### [Material for this exercise]
[Start of section]

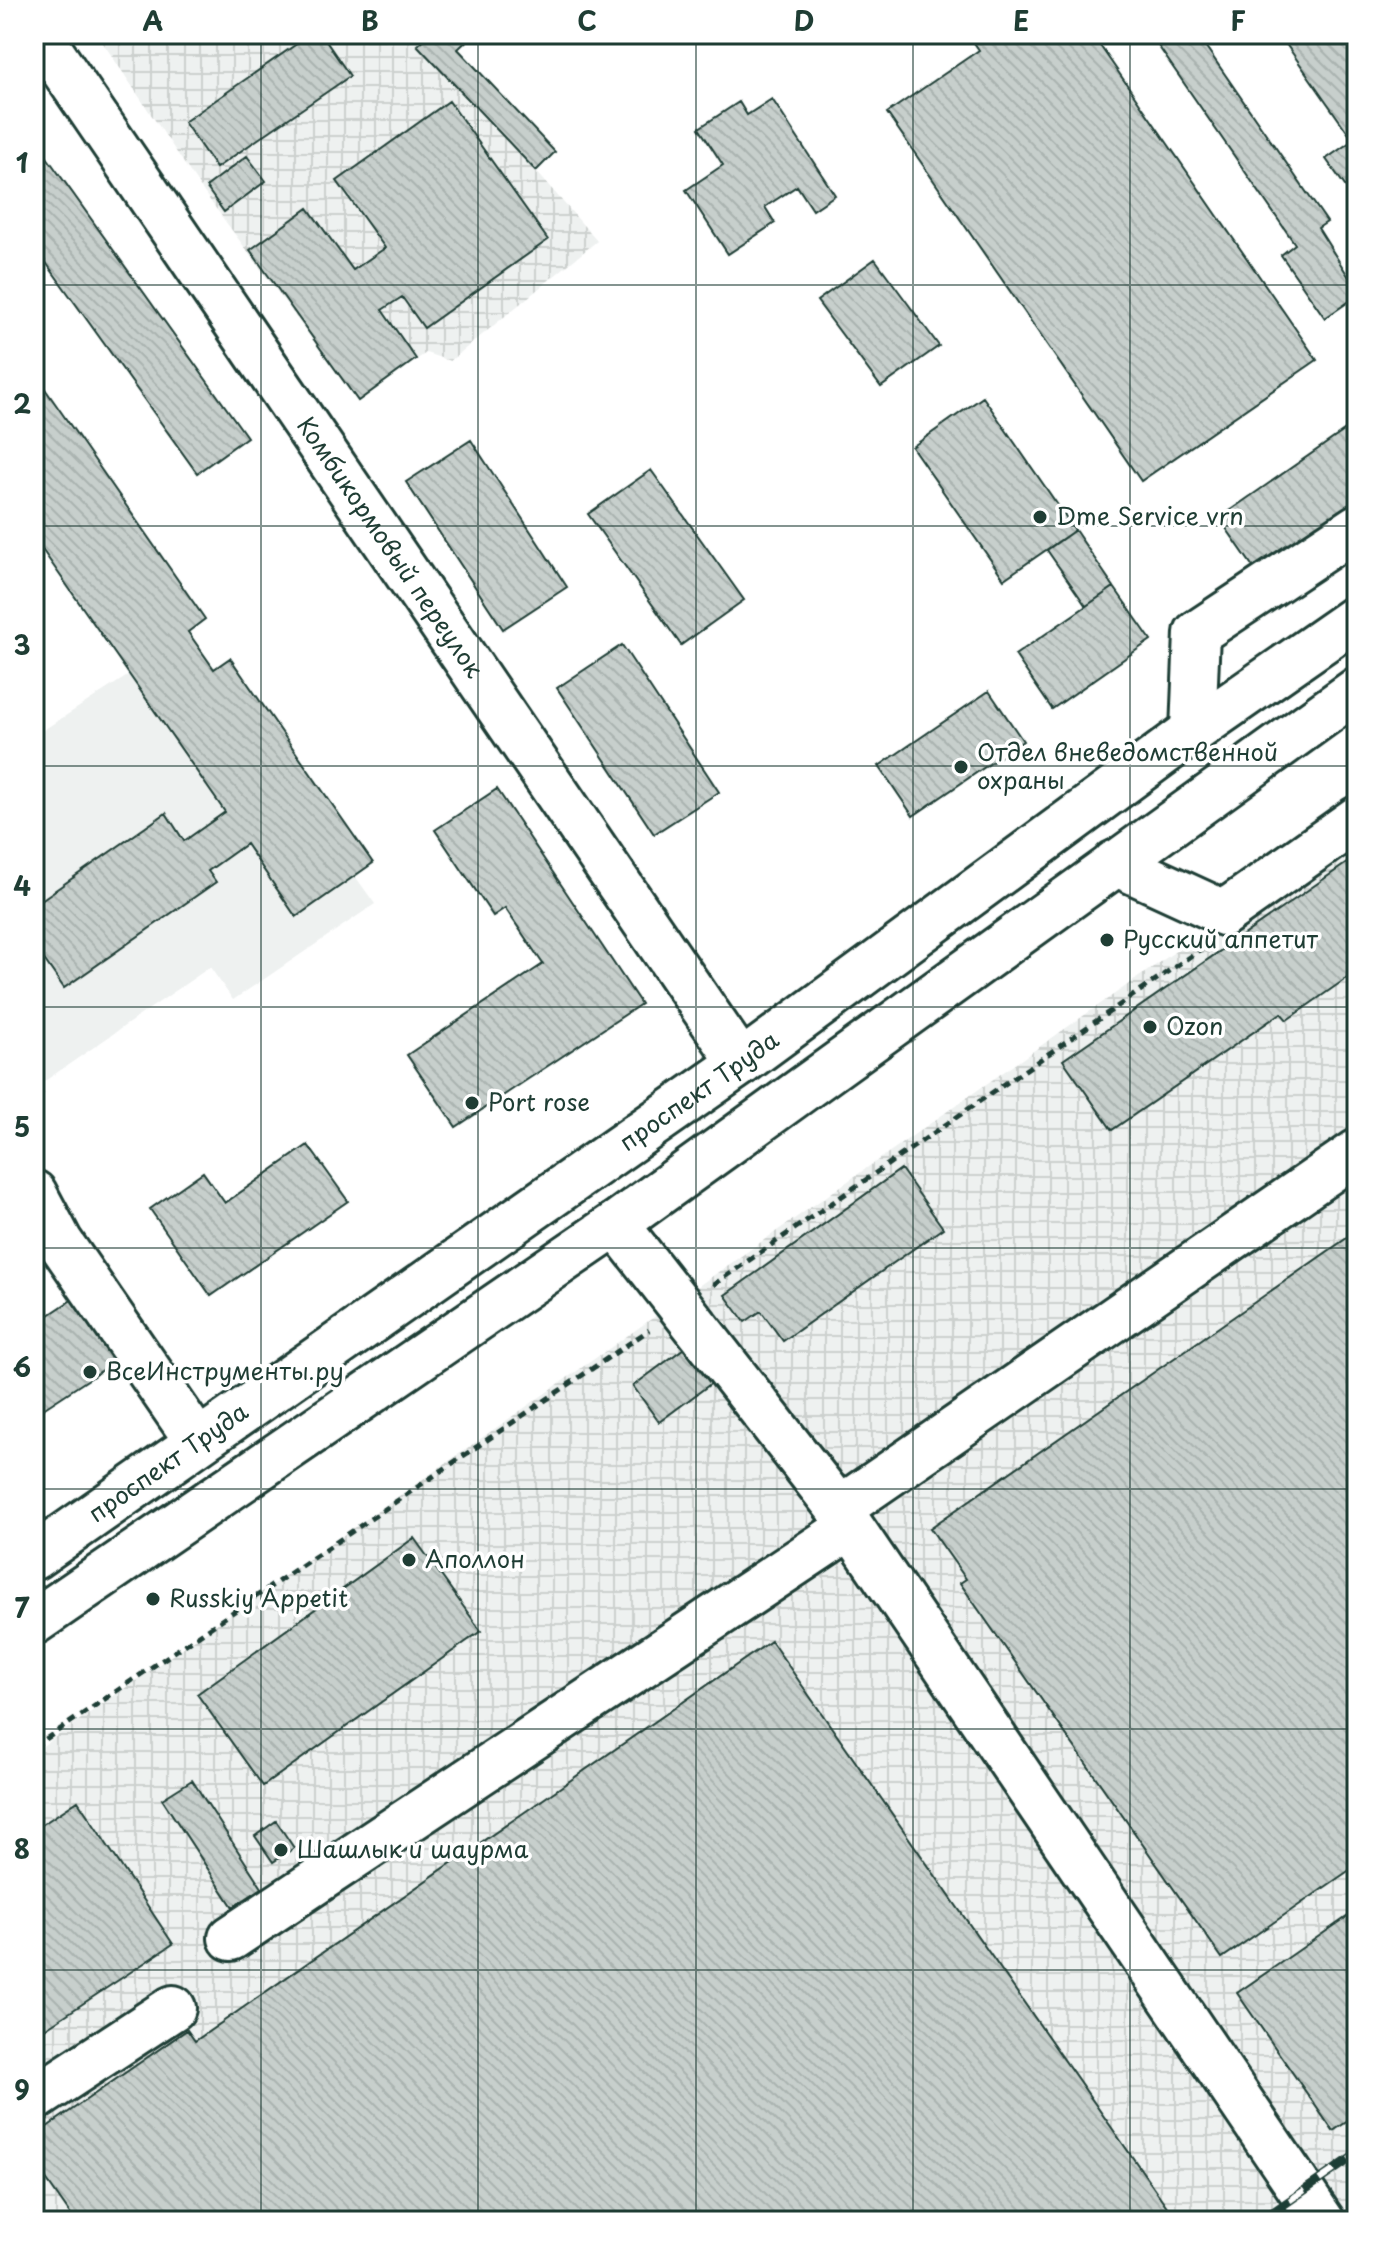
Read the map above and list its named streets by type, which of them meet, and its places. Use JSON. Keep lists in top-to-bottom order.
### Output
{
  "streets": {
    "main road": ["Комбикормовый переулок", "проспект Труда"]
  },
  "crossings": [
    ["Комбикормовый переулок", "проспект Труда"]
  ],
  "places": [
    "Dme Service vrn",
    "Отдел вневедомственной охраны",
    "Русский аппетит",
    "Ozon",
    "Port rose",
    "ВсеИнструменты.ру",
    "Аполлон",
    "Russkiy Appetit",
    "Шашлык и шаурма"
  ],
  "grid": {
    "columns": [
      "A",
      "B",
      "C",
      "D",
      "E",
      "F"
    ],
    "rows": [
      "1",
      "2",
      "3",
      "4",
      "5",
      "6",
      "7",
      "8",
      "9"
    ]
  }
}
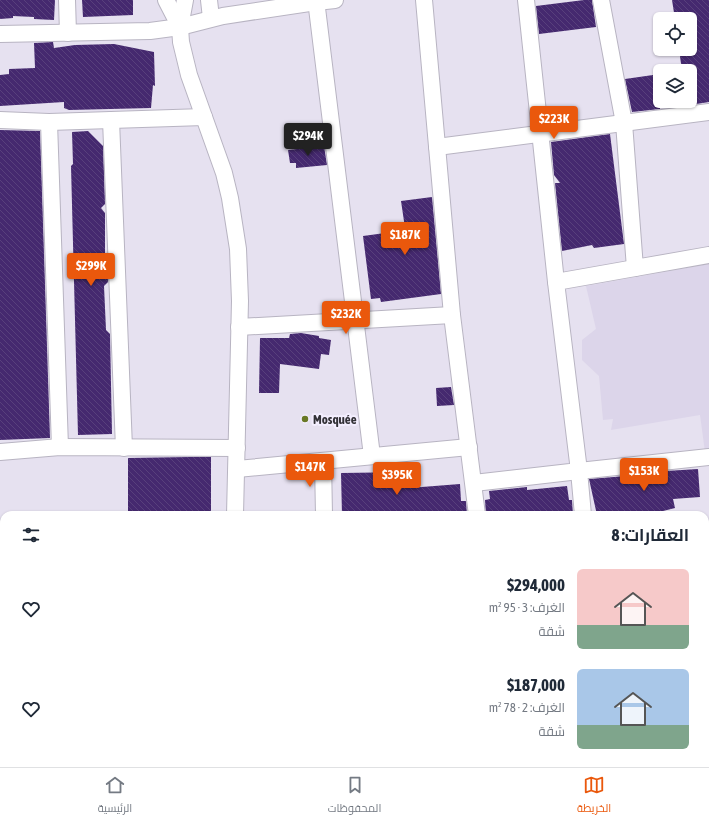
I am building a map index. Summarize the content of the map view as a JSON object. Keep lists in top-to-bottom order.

[End of section]
[Start of section]

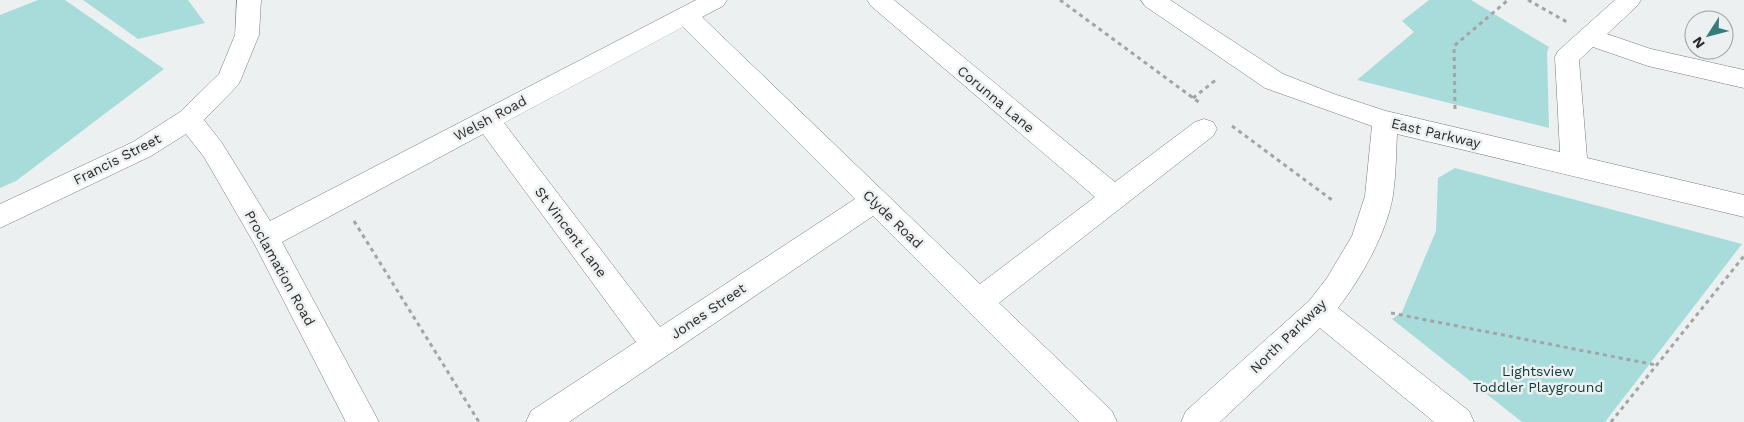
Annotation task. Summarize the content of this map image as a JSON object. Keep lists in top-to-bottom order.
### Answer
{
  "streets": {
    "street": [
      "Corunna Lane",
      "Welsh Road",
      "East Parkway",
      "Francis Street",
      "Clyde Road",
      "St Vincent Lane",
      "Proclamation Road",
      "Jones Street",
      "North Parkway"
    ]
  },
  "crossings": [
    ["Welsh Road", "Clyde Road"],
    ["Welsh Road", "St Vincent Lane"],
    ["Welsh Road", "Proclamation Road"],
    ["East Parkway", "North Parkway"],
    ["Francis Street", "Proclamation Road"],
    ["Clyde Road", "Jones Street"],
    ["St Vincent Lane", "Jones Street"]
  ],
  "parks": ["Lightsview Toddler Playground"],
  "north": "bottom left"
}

[End of section]
[Start of section]

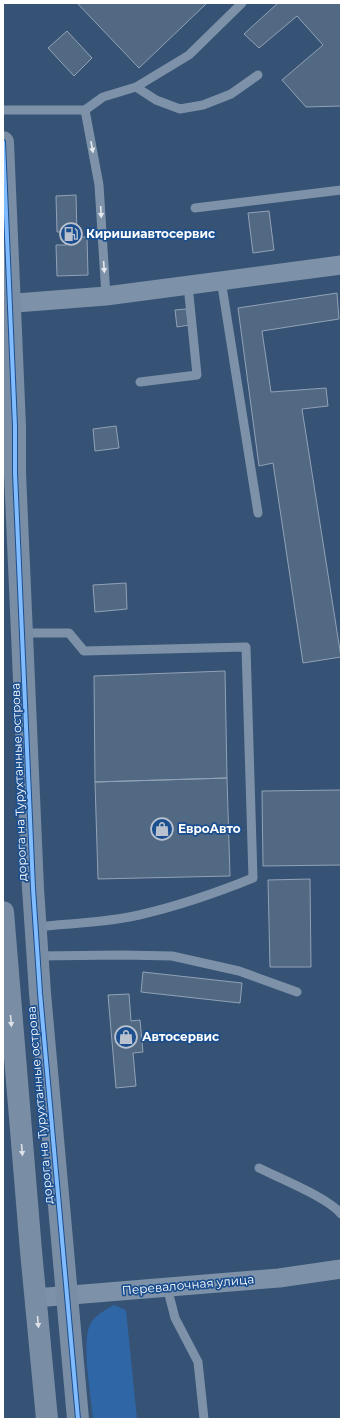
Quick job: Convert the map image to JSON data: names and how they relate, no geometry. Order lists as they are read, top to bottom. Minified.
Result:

[End of section]

### [Task goal]
If a line in the listing holds the word "lists", list that line.

### [Solution to this problem]
Read the map above and list its named streets by type, which of them meet, and its places. Use JSON. Keep lists in top-to-bottom order.
I am building a map index. Summarize the content of the map view as a JSON object. Keep lists in top-to-bottom order.
Annotation task. Summarize the content of this map image as a JSON object. Keep lists in top-to-bottom order.
Quick job: Convert the map image to JSON data: names and how they relate, no geometry. Order lists as they are read, top to bottom. Minified.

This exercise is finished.